Rooh, elle me fatigue !

  • Ne t’inquiète pas pour l’argent. Et arrête de te dévaloriser, tu es pénible à la fin ! m’emporté-je. Tu te souviens, quel est mon boulot ?
  • T’en as pas !

  La spontanéité de Sarah me fait sourire, mais elle sait où je veux en venir. S’il y a bien une personne compétente pour l’aider à préparer son concours, c’est moi !

***

  Le contrecoup des événements récents a eu raison d’Hélène. Elle est installée sur le sofa du salon, lisant un livre dont elle n’a pas tourné la page depuis au moins une heure. D’habitude pleine de vigueur, la fatigue tire les traits de son doux visage. S’ajoute la tristesse, même les préparatifs du colloque prévu dans six jours, ne l’anime pas.

  C’est inquiétant !

  • Tu n’as pas une séance de yoga du rire ? me demande-t-elle.
  • Pas aujourd’hui, désolée !
  • C’est dommage, je t’aurais accompagné.

  Son téléphone vibre. Mon regard dérape involontairement sur l’écran : « PIERRE : Cc BB… ». Ma bouche s’ouvre en grand.

  • BB ?
  • Fouineuse. De quel droit tu regardes…
  • BB, répété-je. Lui et toi c’est sérieux ?
  • Ben quoi ?

  Ses pommettes rosies lui vont à merveille !

  • Notre militante pour la PMA aurait-elle sélectionné les petites graines de ses futurs enfants ?
  • Arrête de me taquiner ! Il est pro-féministe.
  • Mon Dieu ! écrié-je exagérèment, c’est l’Homme Idéal ! Bravo, Hélène, tu l’as trouvé la première.
  • Moque-toi ! En attendant, le fils d’Anne-So passe plus de temps avec toi sur la terrasse que dans la cuisine avec sa mère !

  Cette fois, ce sont mes pommettes qui rosissent !

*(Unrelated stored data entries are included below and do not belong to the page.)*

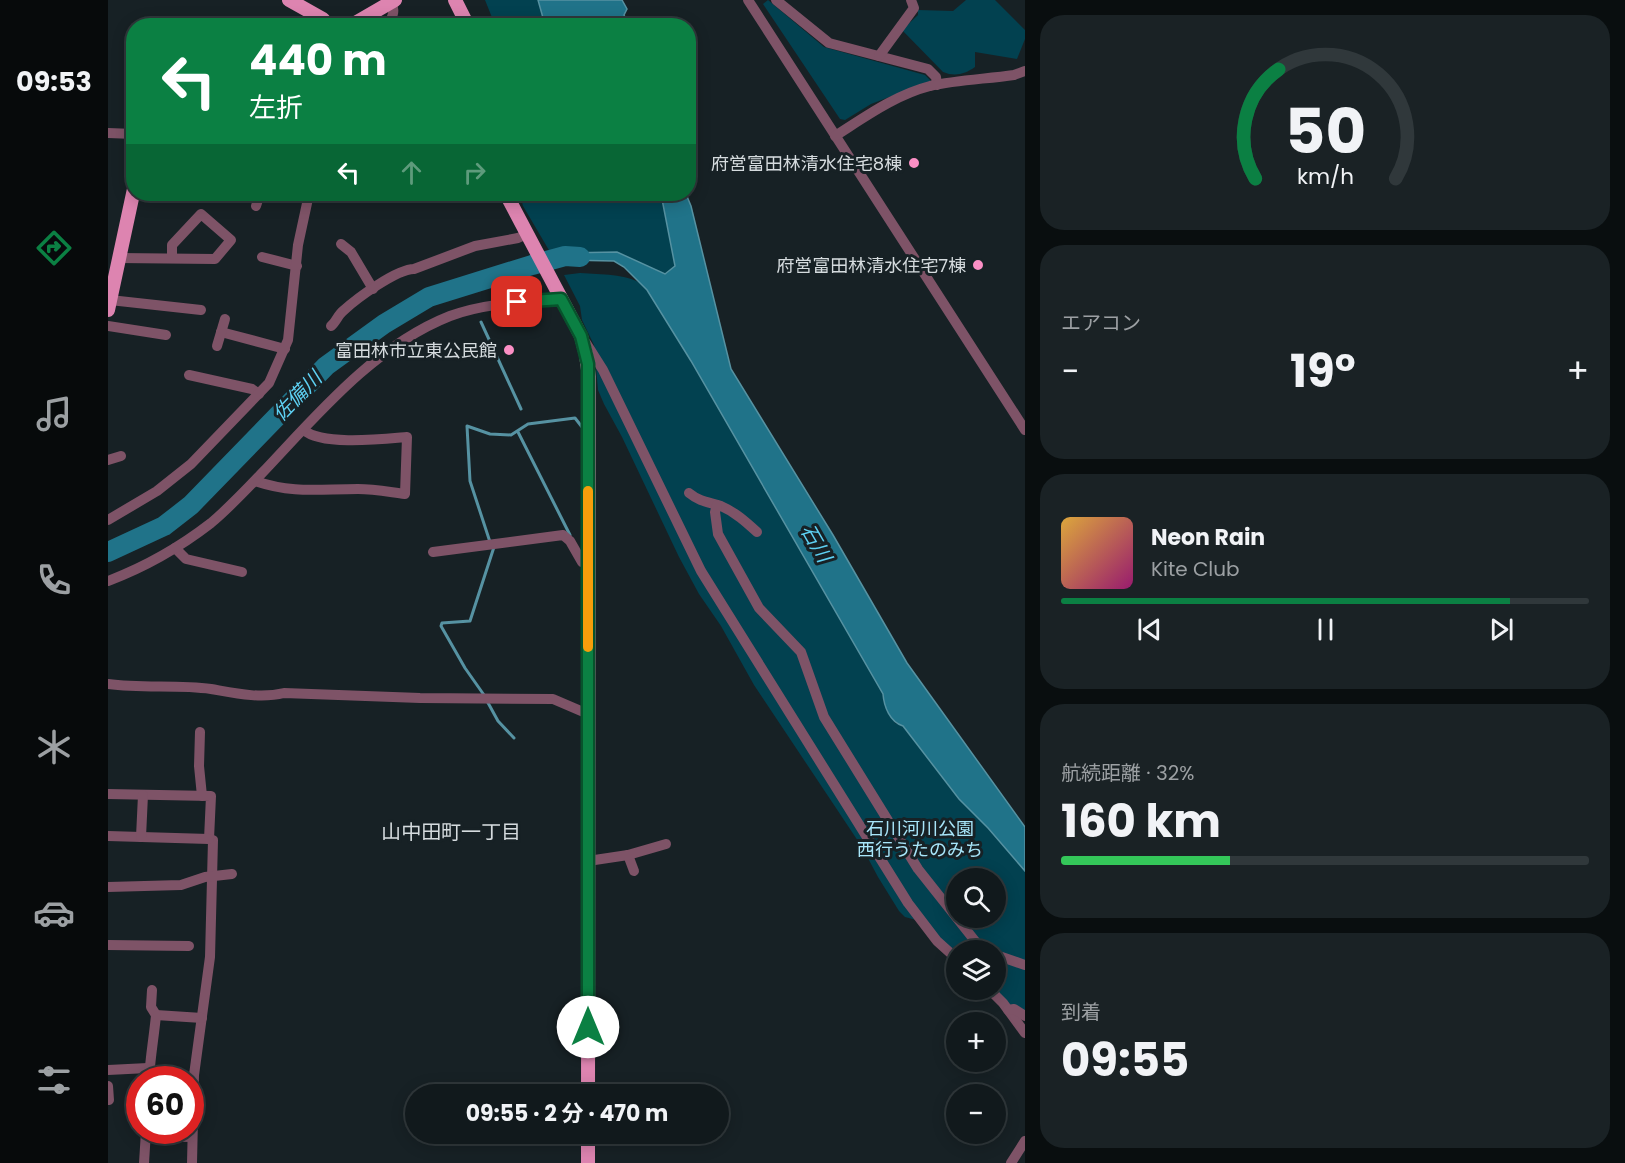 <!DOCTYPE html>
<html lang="ja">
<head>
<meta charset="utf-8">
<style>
  :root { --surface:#11191c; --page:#1a2225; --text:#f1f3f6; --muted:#9ca0a3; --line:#30383b; --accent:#0b8043 }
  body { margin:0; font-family:Poppins,"Noto Sans JP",sans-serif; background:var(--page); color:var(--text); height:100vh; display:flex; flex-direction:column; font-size:22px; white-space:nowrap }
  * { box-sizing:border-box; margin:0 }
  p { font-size:20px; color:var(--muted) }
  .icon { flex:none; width:33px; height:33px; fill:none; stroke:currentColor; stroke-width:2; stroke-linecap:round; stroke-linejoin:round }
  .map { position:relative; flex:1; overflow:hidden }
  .drawer { display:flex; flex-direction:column; gap:15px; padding:15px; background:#090e0f; width:600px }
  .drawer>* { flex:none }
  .top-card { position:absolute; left:18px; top:18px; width:570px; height:183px; border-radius:24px; box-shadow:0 3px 15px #0003,0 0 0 2px var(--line); background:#0b8043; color:#fff; overflow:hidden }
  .buttons { position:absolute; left:838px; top:868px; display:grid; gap:12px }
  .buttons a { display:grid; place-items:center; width:60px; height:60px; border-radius:50%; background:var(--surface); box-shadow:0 3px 15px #0003,0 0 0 2px var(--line); font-size:30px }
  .speed { position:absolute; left:18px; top:1066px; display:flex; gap:12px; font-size:30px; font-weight:700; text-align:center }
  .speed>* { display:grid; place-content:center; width:78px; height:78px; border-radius:50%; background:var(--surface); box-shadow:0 3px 15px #0003,0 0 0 2px var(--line); line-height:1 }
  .speed .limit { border:9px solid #d22; background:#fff; color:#111 }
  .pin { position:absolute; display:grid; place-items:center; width:51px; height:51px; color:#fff; margin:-26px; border-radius:12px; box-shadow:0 3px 9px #0006 }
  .me { position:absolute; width:66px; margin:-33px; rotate:0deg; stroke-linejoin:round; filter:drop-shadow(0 0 4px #0008) }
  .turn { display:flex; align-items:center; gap:21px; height:126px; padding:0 24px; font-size:27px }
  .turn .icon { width:78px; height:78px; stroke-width:2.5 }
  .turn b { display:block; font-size:42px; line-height:51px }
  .lanes { display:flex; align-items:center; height:57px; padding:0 24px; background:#0003; justify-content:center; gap:30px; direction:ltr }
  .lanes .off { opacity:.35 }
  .big { font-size:45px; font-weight:700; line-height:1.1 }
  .drawer .widget { flex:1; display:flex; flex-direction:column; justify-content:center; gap:9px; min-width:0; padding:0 21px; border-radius:24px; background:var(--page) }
  .drawer .dial { align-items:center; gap:0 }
  .dial svg { height:156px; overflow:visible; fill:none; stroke:var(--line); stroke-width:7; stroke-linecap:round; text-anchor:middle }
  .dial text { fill:var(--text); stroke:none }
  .song { display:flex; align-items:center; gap:18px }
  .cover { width:72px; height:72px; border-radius:9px; background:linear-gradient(135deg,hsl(40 70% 55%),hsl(320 70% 35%)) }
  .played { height:6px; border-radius:3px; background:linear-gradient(90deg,var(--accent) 85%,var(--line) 85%) }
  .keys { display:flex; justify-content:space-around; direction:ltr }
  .heat { display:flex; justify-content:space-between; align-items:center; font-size:33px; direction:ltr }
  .charge { height:9px; border-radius:4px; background:linear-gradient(90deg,#34c759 32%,var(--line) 0) }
  .trip { position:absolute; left:297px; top:1084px; width:324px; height:60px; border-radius:30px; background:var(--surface); box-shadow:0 3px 15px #0003,0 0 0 2px var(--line); font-weight:700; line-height:60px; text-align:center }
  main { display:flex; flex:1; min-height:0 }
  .tabs { display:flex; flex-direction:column; width:108px; justify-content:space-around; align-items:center; background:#070a0b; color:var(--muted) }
  .tabs .icon { width:42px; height:42px }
  .tabs .on { color:var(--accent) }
  .tabs b { font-size:27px; color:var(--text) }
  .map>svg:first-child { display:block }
</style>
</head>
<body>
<main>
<nav class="tabs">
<b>09:53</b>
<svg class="icon on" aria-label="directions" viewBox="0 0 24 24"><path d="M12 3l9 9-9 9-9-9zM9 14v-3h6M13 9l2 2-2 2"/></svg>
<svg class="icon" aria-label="music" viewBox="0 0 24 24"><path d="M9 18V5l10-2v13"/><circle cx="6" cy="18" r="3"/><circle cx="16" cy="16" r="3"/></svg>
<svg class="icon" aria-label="phone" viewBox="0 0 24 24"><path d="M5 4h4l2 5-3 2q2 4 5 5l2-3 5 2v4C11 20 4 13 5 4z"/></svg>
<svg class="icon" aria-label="climate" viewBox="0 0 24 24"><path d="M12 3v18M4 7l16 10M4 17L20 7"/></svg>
<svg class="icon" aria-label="car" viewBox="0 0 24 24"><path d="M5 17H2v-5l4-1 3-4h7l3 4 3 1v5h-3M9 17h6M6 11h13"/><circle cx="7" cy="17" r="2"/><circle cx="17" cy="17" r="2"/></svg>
<svg class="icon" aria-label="filters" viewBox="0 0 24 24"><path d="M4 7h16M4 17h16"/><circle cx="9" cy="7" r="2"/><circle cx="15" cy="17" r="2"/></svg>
</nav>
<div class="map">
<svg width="917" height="1163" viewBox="0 0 917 1163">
  <rect width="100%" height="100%" fill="#172125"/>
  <g fill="#024150" fill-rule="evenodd">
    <path d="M377 0H430L437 25H387Z"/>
    <path d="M660 0 716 47 817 75 823 81 763 104 737 120 732 119 655 4Z"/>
    <path d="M858 0H887L917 30V39L909 59 867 52V67C857 74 847 77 835 72L794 30 810 15V10L845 11Z"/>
    <path d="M412 194H553L567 266 557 274 504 252 455 253 445 257 415 206Z"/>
    <path d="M472 273C495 275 516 273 536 285L583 361 775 694 776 703 787 723 795 726 851 799 880 827 917 871V1016L906 1009 888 990V951H849V959L812 921 797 917 791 911 770 877 754 847 646 685 613 626 591 594 571 557 514 437 496 404 490 390 486 345 474 320 472 306 456 275ZM849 879H888V918H849Z"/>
  </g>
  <g fill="#207389" stroke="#5692a2" stroke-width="1.5">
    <path d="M430 0H514L519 9 516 15 521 25H437Z"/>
    <path d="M553 194H578L583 206 623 369 725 535 799 663 917 827V871L880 828 851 799 795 726C782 722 776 707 775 694L583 361 539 290 516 267 506 261 457 260 447 262 445 257 455 253 509 252 557 274 567 266Z"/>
  </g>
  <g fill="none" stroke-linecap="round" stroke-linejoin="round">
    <g stroke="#5692a2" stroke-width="3">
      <path d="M373 322 413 409"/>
      <path d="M410 432 462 535"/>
      <path d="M382 542 362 481 359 426 382 434 403 435 420 424 467 418 474 427"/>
      <path d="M376 695 357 668 333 626 334 623 362 621 386 547"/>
      <path d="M379 701 390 721 406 738"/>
    </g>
    <path stroke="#207389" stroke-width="20" d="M0 552 56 526 83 505 218 366 276 324 321 297 424 265 457 256 472 257"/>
    <g stroke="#7e5367" stroke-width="10">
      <path d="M640 0 917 430"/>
      <path d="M668 0 721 43 820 69 828 77 829 85"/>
      <path d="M280 26C284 17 288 11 283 2"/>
      <path d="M771 56 806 8 803 0"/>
      <path d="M0 133 26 134"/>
      <path d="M727 136C757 117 787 95 822 86 849 80 878 79 906 75L917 71"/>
      <path d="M148 206 152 194"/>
      <path d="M233 244 243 252 265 289"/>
      <path d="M154 257 189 266"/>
      <path d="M10 258 107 259 123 240 93 214 64 245V259"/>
      <path d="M2 300 93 310"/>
      <path d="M0 326 58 335"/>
      <path d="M223 326C228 322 230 315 235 311 249 298 289 269 306 269L367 246 410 238 419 234"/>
      <path d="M113 332 177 349"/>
      <path d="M478 343 495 370 593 571 800 903 829 941 849 959"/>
      <path d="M109 346 117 319"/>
      <path d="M81 375 144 389 151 394"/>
      <path d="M0 460 13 456"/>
      <path d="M147 481C186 494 210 489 250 489 266 489 281 492 297 494L299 437C275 439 213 446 196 430"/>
      <path d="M581 493C592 502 601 502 613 506 627 512 638 522 649 532"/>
      <path d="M609 505 607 512 610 534 651 608 693 652 716 717 810 869 875 951"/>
      <path d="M0 520 49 491 83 464 161 383 180 340 190 245 201 194"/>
      <path d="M67 548 78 559 134 572"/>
      <path d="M325 552 455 535 462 541 474 562 480 563"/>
      <path d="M0 581C37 567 72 547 103 523 121 508 138 490 155 472 209 415 266 346 342 316 377 303 416 302 453 299"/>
      <path d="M0 684C34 689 69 684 103 689 126 693 152 699 176 693L312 698 445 699 480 714"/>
      <path d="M92 732 91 766 94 796"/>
      <path d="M0 794 103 796 101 839 105 840 102 957 86 1075 84 1163"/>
      <path d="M0 836 101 839"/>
      <path d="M33 837 35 795"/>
      <path d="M520 855 526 871"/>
      <path d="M480 861 520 855 558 844"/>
      <path d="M0 887 73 885 97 877 124 874"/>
      <path d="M0 945 81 946"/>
      <path d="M888 955 917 965"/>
      <path d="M882 990 895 1003 917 1033"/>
      <path d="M900 1010 906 1009 917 1016"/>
      <path d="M48 1015 94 1018"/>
      <path d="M0 1070 40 1068"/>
      <path d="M41 1080C42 1058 46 1037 48 1015L43 1007 44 990"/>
      <path d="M0 1086 1 1100"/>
      <path d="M479 1088 542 1095"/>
      <path d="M38 1136 84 1137"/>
      <path d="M36 1163 38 1131"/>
      <path d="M903 1163 917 1141"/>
    </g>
    <g stroke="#dd84b0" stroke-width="14">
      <path d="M181 0 215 19 219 26"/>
      <path d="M347 0 360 26"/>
      <path d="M242 26 287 0"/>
      <path d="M398 194 473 336 478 355 481 377 480 1095"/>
      <path d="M0 310 26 189"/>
      <path d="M480 1134V1163"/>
    </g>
  </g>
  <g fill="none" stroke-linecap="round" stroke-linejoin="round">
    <defs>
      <path id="route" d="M409 302 453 299 473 336 480 364V1027"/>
    </defs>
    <use href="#route" stroke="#07532c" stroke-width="15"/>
    <use href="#route" stroke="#0b8043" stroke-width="10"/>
    <path stroke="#f59e0b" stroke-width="10" d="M480 491V647"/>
  </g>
  <g fill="#fb8fc5" stroke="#172125" stroke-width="2">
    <circle cx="806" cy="163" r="6"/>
    <circle cx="870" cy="265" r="6"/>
    <circle cx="401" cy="350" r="6"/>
  </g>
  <g text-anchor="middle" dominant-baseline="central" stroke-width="6" stroke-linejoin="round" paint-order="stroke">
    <g font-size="18" fill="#d5dbde" stroke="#172125" text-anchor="end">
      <text x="794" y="163">府営富田林清水住宅8棟</text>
      <text x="858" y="265">府営富田林清水住宅7棟</text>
      <text x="389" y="350">富田林市立東公民館</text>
    </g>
    <g font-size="18" fill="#a8e6fa" stroke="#172125">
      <text x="812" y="828">石川河川公園<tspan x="812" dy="21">西行うたのみち</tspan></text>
    </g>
    <g font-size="20" font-style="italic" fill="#5ed1f3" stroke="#172125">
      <text transform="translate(189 396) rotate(-46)">佐備川</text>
      <text transform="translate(708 543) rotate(60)">石川</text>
    </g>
    <g font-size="20" fill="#d5dbde" stroke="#172125">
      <text x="343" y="832">山中田町一丁目</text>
    </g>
  </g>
</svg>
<div class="buttons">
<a><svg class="icon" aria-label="search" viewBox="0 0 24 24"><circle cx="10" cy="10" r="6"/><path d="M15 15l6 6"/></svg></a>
<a><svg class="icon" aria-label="layers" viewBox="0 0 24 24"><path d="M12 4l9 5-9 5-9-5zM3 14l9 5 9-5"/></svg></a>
<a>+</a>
<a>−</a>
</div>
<div class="speed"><div class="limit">60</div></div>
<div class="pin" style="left:409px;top:302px;background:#d93025"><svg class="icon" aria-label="arrive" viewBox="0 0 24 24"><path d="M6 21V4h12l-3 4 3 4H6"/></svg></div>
<svg class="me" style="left:480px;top:1027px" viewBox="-20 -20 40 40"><circle r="19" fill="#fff"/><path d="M0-13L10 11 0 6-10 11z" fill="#0b8043"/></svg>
<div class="trip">09:55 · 2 分 · 470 m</div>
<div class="top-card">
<div class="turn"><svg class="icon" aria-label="left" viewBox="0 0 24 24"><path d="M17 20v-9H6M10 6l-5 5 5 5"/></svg><div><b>440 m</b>左折</div></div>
<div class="lanes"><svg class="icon" aria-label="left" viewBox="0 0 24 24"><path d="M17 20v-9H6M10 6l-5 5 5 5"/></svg><svg class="icon off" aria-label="ahead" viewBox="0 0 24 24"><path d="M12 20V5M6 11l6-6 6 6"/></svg><svg class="icon off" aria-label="right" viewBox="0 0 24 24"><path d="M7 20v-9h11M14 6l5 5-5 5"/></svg></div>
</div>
</div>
<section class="drawer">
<div class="widget dial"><svg viewBox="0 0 100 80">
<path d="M14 69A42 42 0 1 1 86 69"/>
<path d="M14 69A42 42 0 0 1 26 13" stroke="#0b8043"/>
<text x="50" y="56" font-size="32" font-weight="700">50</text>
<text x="50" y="72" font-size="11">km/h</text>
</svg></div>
<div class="widget"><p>エアコン</p>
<div class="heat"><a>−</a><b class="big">19°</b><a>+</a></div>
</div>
<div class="widget">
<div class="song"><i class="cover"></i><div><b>Neon Rain</b><p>Kite Club</p></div></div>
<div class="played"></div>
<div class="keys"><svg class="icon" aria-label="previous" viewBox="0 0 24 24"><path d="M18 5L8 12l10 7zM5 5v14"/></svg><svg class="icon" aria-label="pause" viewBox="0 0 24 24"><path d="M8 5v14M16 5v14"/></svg><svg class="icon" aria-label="next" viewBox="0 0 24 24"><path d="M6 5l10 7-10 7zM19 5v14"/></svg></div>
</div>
<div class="widget"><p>航続距離 · 32%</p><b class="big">160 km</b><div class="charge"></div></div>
<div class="widget"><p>到着</p><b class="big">09:55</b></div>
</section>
</main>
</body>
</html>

  Je n’en saurais pas plus sur elle et Pierre. Dans la pièce d’à côté, on entend Sarah raconter avec excitation son entretien à l’ITS. Manie et Martine l’écoutent attentivement et partagent son enthousiasme.

  • C’est super ce que tu as fait pour Sarah, me dit Hélène. Il est temps qu’elle vive pour elle.

  Je suis d’accord avec elle. Et il est temps que je vive pour moi !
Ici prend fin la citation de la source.